# Switch rod fishing for steelhead?



## smsnyder (Apr 2, 2015)

I am kinda of new at switch rod fishing. I threw some streamers on the Chagrin the other day and like it. Is the switch rod limited to throwing streamers or can you use it for throwing Nymph rigs etc. I was using sink tip on 500 grain Skagit line. 11 foot 8 weight rod. Thanks


----------



## mdogs444 (Aug 29, 2012)

You can use it for both. Swap out the T-series sink tip with a 9 foot leader + tippet.


----------



## Indybio72 (Nov 6, 2013)

I'm completly new to the switch game as well, but know that they can be excellent for nymph rigs. The length of the switch really helps. But don't do it with a skagit line, good luck trying to mend at any distance. They make "switch" lines that are intended more for nymphing than swinging.


----------



## rockriv (Sep 18, 2012)

for a "do it all" line. check the rio switch chucker line. mending while drifting is not the best, but adequate. swinging is real nice with it though. the line will also snake roll or spey cast an indy rig like a dream! no switch line will do everything great. just a lot of things ok-well.


----------



## iggyfly (Jun 30, 2012)

Id recommend SA's Switch Adapt line for a multi purpose line. Much better than switch chucker imo.


----------



## iggyfly (Jun 30, 2012)

But id suggest giving up nymphing all together and just get a skagit head and some tips and some meaty flies and just swing


----------



## mdogs444 (Aug 29, 2012)

iggyfly said:


> But id suggest giving up nymphing all together and just get a skagit head and some tips and some meaty flies and just swing


Precisely.


----------



## lowhole4trowt (Feb 1, 2014)

If you want the best return on your investment, and the most out of time on the water, use it to do what it was designed for. Nymph or indi fish narrow cuts and holes, swing steady moving wider flows. That way you can fish all water from point A to point B, not skip over miles of holding water because it's not conducive to swinging flies (a lot of water in OH isnt). Or trade it in for a Spey rod and only swing the meat with our resident expert on all things uppity.


----------



## mdogs444 (Aug 29, 2012)

lowhole4trowt said:


> If you want the best return on your investment, and the most out of time on the water, use it to do what it was designed for. Nymph or indi fish narrow cuts and holes, swing steady moving wider flows. That way you can fish all water from point A to point B, not skip over miles of holding water because it's not conducive to swinging flies (a lot of water in OH isnt). Or trade it in for a Spey rod and only swing the meat with our resident expert on all things uppity.

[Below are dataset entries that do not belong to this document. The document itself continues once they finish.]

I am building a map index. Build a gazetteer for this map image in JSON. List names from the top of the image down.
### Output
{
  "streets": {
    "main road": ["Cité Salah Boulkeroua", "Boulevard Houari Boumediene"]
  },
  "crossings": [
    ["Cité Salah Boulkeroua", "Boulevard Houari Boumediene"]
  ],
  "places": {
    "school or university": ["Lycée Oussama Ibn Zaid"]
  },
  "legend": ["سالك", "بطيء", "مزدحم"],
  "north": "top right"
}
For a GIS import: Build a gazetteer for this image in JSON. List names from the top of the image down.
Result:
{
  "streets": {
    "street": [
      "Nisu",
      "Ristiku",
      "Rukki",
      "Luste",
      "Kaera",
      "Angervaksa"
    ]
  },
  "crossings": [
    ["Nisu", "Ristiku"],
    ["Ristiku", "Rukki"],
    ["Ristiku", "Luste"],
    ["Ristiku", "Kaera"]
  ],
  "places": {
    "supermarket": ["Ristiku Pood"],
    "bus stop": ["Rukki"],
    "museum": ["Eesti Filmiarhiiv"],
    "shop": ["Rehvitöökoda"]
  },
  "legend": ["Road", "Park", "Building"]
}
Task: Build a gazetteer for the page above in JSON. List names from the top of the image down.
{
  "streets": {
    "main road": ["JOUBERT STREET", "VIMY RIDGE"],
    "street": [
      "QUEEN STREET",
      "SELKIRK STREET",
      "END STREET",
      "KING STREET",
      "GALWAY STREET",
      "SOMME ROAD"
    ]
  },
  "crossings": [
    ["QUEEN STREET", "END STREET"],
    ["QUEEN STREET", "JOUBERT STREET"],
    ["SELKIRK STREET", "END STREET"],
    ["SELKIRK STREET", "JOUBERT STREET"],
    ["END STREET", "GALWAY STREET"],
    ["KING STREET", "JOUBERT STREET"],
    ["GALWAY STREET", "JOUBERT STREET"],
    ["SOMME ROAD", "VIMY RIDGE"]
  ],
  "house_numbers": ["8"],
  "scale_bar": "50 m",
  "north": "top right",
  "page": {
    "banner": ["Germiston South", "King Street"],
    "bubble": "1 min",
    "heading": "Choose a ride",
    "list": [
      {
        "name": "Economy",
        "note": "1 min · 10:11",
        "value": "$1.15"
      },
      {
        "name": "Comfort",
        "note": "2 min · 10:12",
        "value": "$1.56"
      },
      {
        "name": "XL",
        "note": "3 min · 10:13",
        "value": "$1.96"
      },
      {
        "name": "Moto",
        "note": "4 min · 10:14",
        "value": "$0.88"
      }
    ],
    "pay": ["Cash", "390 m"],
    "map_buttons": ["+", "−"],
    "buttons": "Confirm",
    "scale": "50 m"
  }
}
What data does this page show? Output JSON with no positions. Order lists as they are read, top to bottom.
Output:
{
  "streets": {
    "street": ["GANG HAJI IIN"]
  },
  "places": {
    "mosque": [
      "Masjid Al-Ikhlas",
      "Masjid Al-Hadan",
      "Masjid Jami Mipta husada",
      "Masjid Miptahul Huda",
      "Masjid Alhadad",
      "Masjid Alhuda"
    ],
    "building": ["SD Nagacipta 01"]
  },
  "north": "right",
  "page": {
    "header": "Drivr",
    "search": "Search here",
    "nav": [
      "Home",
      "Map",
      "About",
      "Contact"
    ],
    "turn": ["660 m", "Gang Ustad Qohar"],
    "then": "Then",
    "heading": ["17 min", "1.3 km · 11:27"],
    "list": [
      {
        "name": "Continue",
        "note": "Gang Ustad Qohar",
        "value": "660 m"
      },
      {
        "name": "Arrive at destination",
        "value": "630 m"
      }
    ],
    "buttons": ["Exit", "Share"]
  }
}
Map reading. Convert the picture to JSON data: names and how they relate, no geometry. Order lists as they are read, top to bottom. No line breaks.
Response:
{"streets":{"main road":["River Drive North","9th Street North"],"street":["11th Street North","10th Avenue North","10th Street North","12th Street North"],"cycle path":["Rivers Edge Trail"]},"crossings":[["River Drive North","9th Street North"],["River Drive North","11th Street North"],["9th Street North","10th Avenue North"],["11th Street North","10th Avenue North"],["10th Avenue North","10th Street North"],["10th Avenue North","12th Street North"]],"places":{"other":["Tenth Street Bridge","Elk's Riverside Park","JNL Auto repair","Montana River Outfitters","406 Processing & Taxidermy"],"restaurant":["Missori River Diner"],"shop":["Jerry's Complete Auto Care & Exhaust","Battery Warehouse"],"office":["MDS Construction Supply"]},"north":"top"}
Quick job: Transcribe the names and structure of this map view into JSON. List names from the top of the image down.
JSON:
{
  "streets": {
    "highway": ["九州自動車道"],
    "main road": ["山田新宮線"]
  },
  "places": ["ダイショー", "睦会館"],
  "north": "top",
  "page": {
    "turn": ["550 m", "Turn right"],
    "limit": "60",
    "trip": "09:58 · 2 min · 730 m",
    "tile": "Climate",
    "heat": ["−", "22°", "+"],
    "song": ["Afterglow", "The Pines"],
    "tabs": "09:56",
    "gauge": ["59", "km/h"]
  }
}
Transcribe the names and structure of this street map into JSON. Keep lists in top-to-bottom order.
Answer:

1. No need for a spey rod in Ohio
2. Swinging flies is a method of preference, not a status symbol


----------



## lowhole4trowt (Feb 1, 2014)

mdogs444 said:


> 1.
> 2. Swinging flies is a method of preference, not a status symbol


 As are vegetarianism and cross-dressing. Don't see those agendas being jammed down peoples' throats though. Simply suggesting the man use the tool he purchased to the fullest of its capabilities before becoming a high priest.


----------



## mdogs444 (Aug 29, 2012)

lowhole4trowt said:


> As are vegetarianism and cross-dressing.


No, they aren't.

You need to start reading the thread to its fullest before making false claims. I addressed in original response how to nymph with current setup. I merely agreed with someone else's post later in thread.


----------



## lowhole4trowt (Feb 1, 2014)

Sorry smsnyder for going off track. My answer to your original post is it can definitely be used to swing and indi fish and being a beginner as you mentioned I would recommend using it for both. Many who will push the swing or die lifestyle started out with a 9 ft tapered leader and a thingamabobber indicator and advanced onward to the preferences of targeting primarily bigger fish by swinging meat, or they like telling people they only swing flies and do so every chance they get.
Regardless, I think as you are just starting out either of the two previously mentioned lines would be good for switching back and forth, and it is nice to have the option to slap on a bobber and fish a narrow cut you know is holding fish instead of walking past in search of better swinging water. You will also find indi fishing to be much more productive in cold water if catching fish is high on your to do list when you head to the river.


----------



## fly_ohio (Oct 31, 2014)

So much unnecessary hate lately, sad to see these help threads turn into bashing threads...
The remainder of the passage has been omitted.